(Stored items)
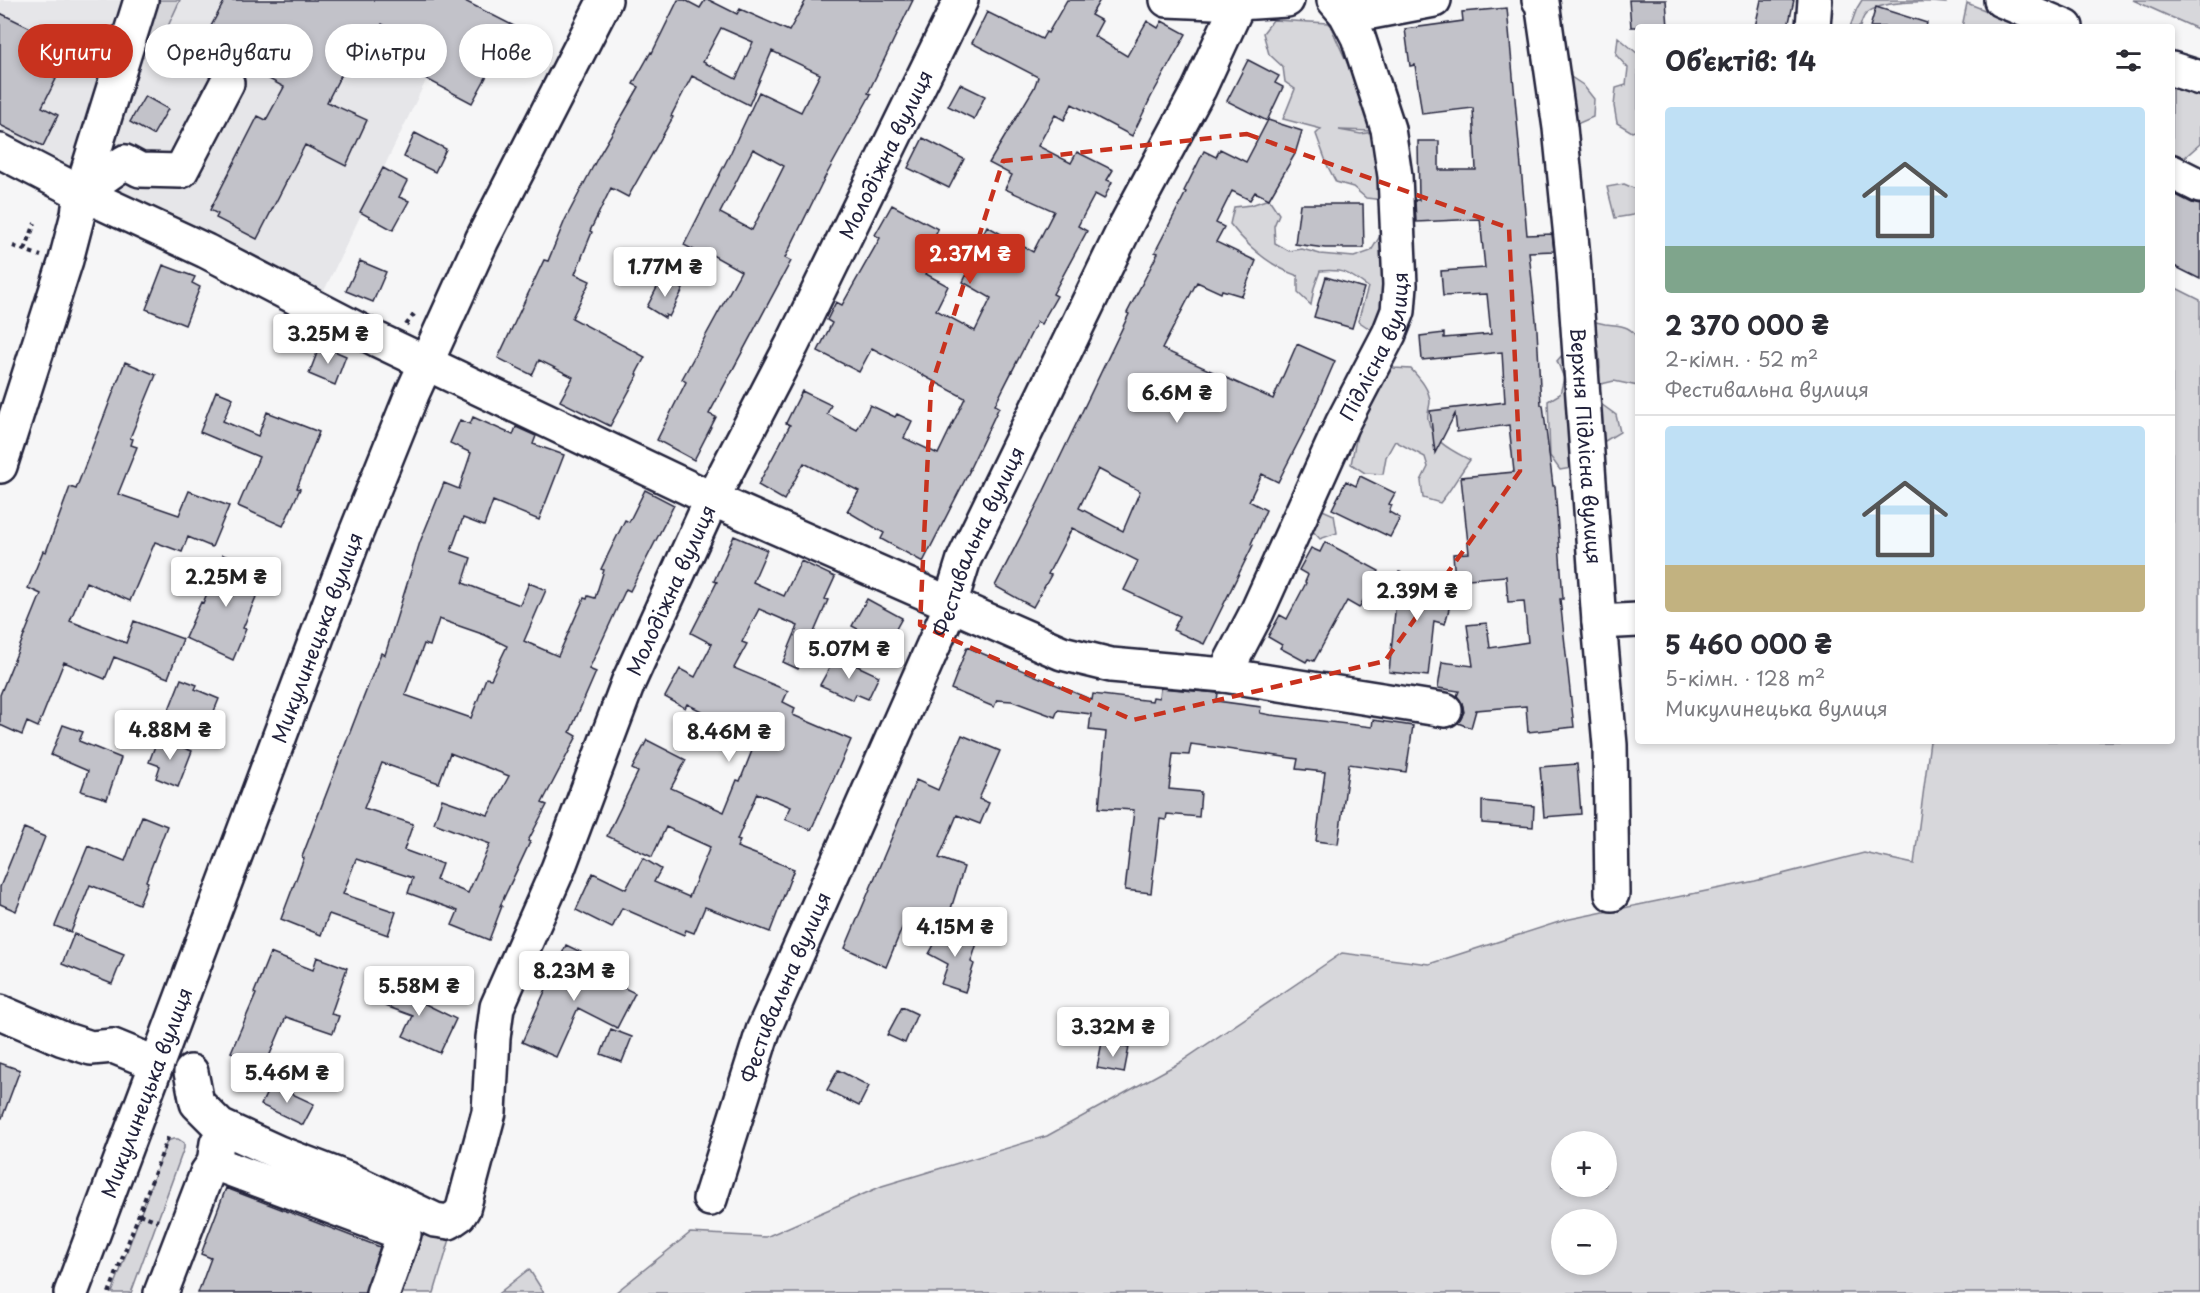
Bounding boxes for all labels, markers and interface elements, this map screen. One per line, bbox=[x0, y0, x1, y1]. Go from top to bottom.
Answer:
chip: Купити bbox=[18, 24, 133, 78]
chip: Орендувати bbox=[145, 24, 313, 78]
chip: Фільтри bbox=[325, 24, 447, 78]
chip: Нове bbox=[459, 24, 553, 78]
text: Об’єктів: 14 bbox=[1665, 41, 1816, 80]
icon: filters bbox=[2112, 44, 2145, 77]
street label: Молодіжна вулиця bbox=[831, 65, 940, 244]
icon: home bbox=[1851, 146, 1959, 254]
pin: 2.37M ₴ bbox=[915, 234, 1025, 285]
text: 2.37M ₴ bbox=[929, 238, 1011, 268]
pin: 1.77M ₴ bbox=[610, 247, 720, 298]
text: 1.77M ₴ bbox=[628, 251, 703, 281]
street label: Підлісна вулиця bbox=[1331, 271, 1415, 426]
text: 2 370 000 ₴ bbox=[1665, 305, 1829, 344]
pin: 3.25M ₴ bbox=[273, 314, 383, 365]
text: 3.25M ₴ bbox=[287, 318, 369, 348]
street label: Верхня Підлісна вулиця bbox=[1563, 327, 1610, 565]
text: 2-кімн. · 52 m² bbox=[1665, 344, 1818, 374]
pin: 6.6M ₴ bbox=[1128, 373, 1226, 424]
text: Фестивальна вулиця bbox=[1665, 374, 1869, 404]
text: 6.6M ₴ bbox=[1142, 377, 1212, 407]
street label: Фестивальна вулиця bbox=[924, 441, 1031, 641]
icon: home bbox=[1851, 465, 1959, 573]
street label: Молодіжна вулиця bbox=[618, 500, 723, 681]
street label: Микулинецька вулиця bbox=[264, 528, 370, 747]
pin: 2.25M ₴ bbox=[171, 557, 281, 608]
text: 2.25M ₴ bbox=[185, 561, 267, 591]
pin: 2.39M ₴ bbox=[1362, 571, 1472, 622]
text: 2.39M ₴ bbox=[1376, 575, 1458, 605]
text: 5 460 000 ₴ bbox=[1665, 624, 1832, 663]
pin: 5.07M ₴ bbox=[794, 629, 904, 680]
text: 5.07M ₴ bbox=[808, 633, 890, 663]
text: 5-кімн. · 128 m² bbox=[1665, 663, 1825, 693]
text: Микулинецька вулиця bbox=[1665, 693, 1888, 723]
pin: 4.88M ₴ bbox=[115, 710, 225, 761]
pin: 8.46M ₴ bbox=[674, 712, 784, 763]
text: 4.88M ₴ bbox=[129, 714, 211, 744]
text: 8.46M ₴ bbox=[687, 716, 771, 746]
street label: Фестивальна вулиця bbox=[733, 887, 838, 1086]
pin: 4.15M ₴ bbox=[900, 907, 1010, 958]
text: 4.15M ₴ bbox=[916, 911, 994, 941]
pin: 8.23M ₴ bbox=[519, 951, 629, 1002]
text: 8.23M ₴ bbox=[533, 955, 615, 985]
pin: 5.58M ₴ bbox=[364, 966, 474, 1017]
text: 5.58M ₴ bbox=[378, 970, 460, 1000]
street label: Микулинецька вулиця bbox=[93, 983, 199, 1202]
pin: 3.32M ₴ bbox=[1058, 1007, 1168, 1058]
text: 3.32M ₴ bbox=[1071, 1011, 1155, 1041]
pin: 5.46M ₴ bbox=[232, 1053, 342, 1104]
text: 5.46M ₴ bbox=[245, 1057, 329, 1087]
map controls bbox=[1551, 1131, 1617, 1275]
button: + bbox=[1551, 1131, 1617, 1197]
button: − bbox=[1551, 1209, 1617, 1275]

### Requirement:
Nothing in the records should be changed in the copy, but the pictures must be left out.

### Exercise result:
Bounding boxes for all labels, markers and interface elements, this map screen. One per line, bbox=[x0, y0, x1, y1]. Go from top to bottom.
Answer:
chip: Купити bbox=[18, 24, 133, 78]
chip: Орендувати bbox=[145, 24, 313, 78]
chip: Фільтри bbox=[325, 24, 447, 78]
chip: Нове bbox=[459, 24, 553, 78]
text: Об’єктів: 14 bbox=[1665, 41, 1816, 80]
icon: filters bbox=[2112, 44, 2145, 77]
street label: Молодіжна вулиця bbox=[831, 65, 940, 244]
icon: home bbox=[1851, 146, 1959, 254]
pin: 2.37M ₴ bbox=[915, 234, 1025, 285]
text: 2.37M ₴ bbox=[929, 238, 1011, 268]
pin: 1.77M ₴ bbox=[610, 247, 720, 298]
text: 1.77M ₴ bbox=[628, 251, 703, 281]
street label: Підлісна вулиця bbox=[1331, 271, 1415, 426]
text: 2 370 000 ₴ bbox=[1665, 305, 1829, 344]
pin: 3.25M ₴ bbox=[273, 314, 383, 365]
text: 3.25M ₴ bbox=[287, 318, 369, 348]
street label: Верхня Підлісна вулиця bbox=[1563, 327, 1610, 565]
text: 2-кімн. · 52 m² bbox=[1665, 344, 1818, 374]
pin: 6.6M ₴ bbox=[1128, 373, 1226, 424]
text: Фестивальна вулиця bbox=[1665, 374, 1869, 404]
text: 6.6M ₴ bbox=[1142, 377, 1212, 407]
street label: Фестивальна вулиця bbox=[924, 441, 1031, 641]
icon: home bbox=[1851, 465, 1959, 573]
street label: Молодіжна вулиця bbox=[618, 500, 723, 681]
street label: Микулинецька вулиця bbox=[264, 528, 370, 747]
pin: 2.25M ₴ bbox=[171, 557, 281, 608]
text: 2.25M ₴ bbox=[185, 561, 267, 591]
pin: 2.39M ₴ bbox=[1362, 571, 1472, 622]
text: 2.39M ₴ bbox=[1376, 575, 1458, 605]
text: 5 460 000 ₴ bbox=[1665, 624, 1832, 663]
pin: 5.07M ₴ bbox=[794, 629, 904, 680]
text: 5.07M ₴ bbox=[808, 633, 890, 663]
text: 5-кімн. · 128 m² bbox=[1665, 663, 1825, 693]
text: Микулинецька вулиця bbox=[1665, 693, 1888, 723]
pin: 4.88M ₴ bbox=[115, 710, 225, 761]
pin: 8.46M ₴ bbox=[674, 712, 784, 763]
text: 4.88M ₴ bbox=[129, 714, 211, 744]
text: 8.46M ₴ bbox=[687, 716, 771, 746]
street label: Фестивальна вулиця bbox=[733, 887, 838, 1086]
pin: 4.15M ₴ bbox=[900, 907, 1010, 958]
text: 4.15M ₴ bbox=[916, 911, 994, 941]
pin: 8.23M ₴ bbox=[519, 951, 629, 1002]
text: 8.23M ₴ bbox=[533, 955, 615, 985]
pin: 5.58M ₴ bbox=[364, 966, 474, 1017]
text: 5.58M ₴ bbox=[378, 970, 460, 1000]
street label: Микулинецька вулиця bbox=[93, 983, 199, 1202]
pin: 3.32M ₴ bbox=[1058, 1007, 1168, 1058]
text: 3.32M ₴ bbox=[1071, 1011, 1155, 1041]
pin: 5.46M ₴ bbox=[232, 1053, 342, 1104]
text: 5.46M ₴ bbox=[245, 1057, 329, 1087]
map controls bbox=[1551, 1131, 1617, 1275]
button: + bbox=[1551, 1131, 1617, 1197]
button: − bbox=[1551, 1209, 1617, 1275]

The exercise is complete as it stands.